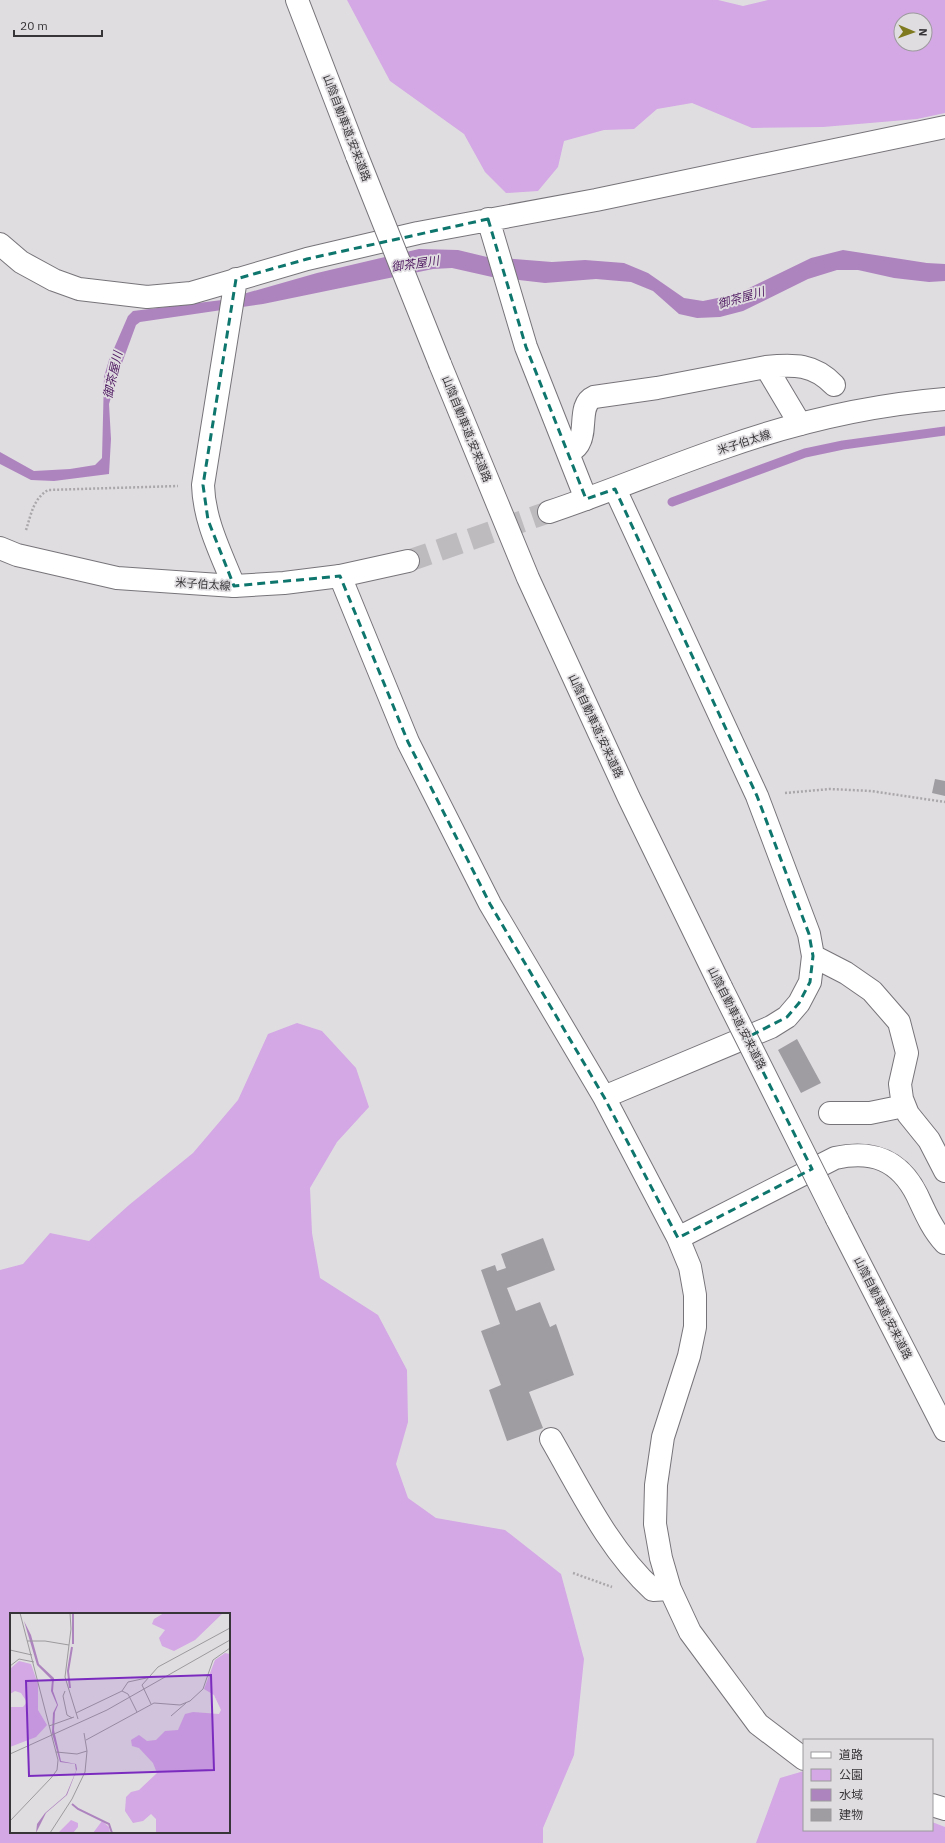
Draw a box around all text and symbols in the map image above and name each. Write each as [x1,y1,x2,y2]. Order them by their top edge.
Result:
scale bar [14,12,102,38]
north arrow [893,12,933,52]
text: 20 m [20,18,48,33]
text: N [916,28,930,37]
street label: 山陰自動車道;安来道路 [320,73,374,183]
water label: 御茶屋川 [390,252,442,274]
water label: 御茶屋川 [716,283,768,311]
water label: 御茶屋川 [100,348,126,400]
street label: 山陰自動車道;安来道路 [439,374,495,484]
street label: 米子伯太線 [716,427,772,457]
street label: 米子伯太線 [175,575,231,593]
street label: 山陰自動車道;安来道路 [566,672,626,780]
street label: 山陰自動車道;安来道路 [705,964,769,1072]
street label: 山陰自動車道;安来道路 [851,1254,915,1362]
inset map [10,1613,230,1833]
legend [803,1739,933,1831]
text: 道路 [839,1747,863,1762]
text: 公園 [839,1767,863,1782]
text: 水域 [839,1787,863,1802]
text: 建物 [839,1807,863,1822]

• _Task goal_
Please give the material above again in full, with no pictures in your version.

• _Response to the exercise_
Draw a box around all text and symbols in the map image above and name each. Write each as [x1,y1,x2,y2]. Order them by their top edge.
Result:
scale bar [14,12,102,38]
north arrow [893,12,933,52]
text: 20 m [20,18,48,33]
text: N [916,28,930,37]
street label: 山陰自動車道;安来道路 [320,73,374,183]
water label: 御茶屋川 [390,252,442,274]
water label: 御茶屋川 [716,283,768,311]
water label: 御茶屋川 [100,348,126,400]
street label: 山陰自動車道;安来道路 [439,374,495,484]
street label: 米子伯太線 [716,427,772,457]
street label: 米子伯太線 [175,575,231,593]
street label: 山陰自動車道;安来道路 [566,672,626,780]
street label: 山陰自動車道;安来道路 [705,964,769,1072]
street label: 山陰自動車道;安来道路 [851,1254,915,1362]
inset map [10,1613,230,1833]
legend [803,1739,933,1831]
text: 道路 [839,1747,863,1762]
text: 公園 [839,1767,863,1782]
text: 水域 [839,1787,863,1802]
text: 建物 [839,1807,863,1822]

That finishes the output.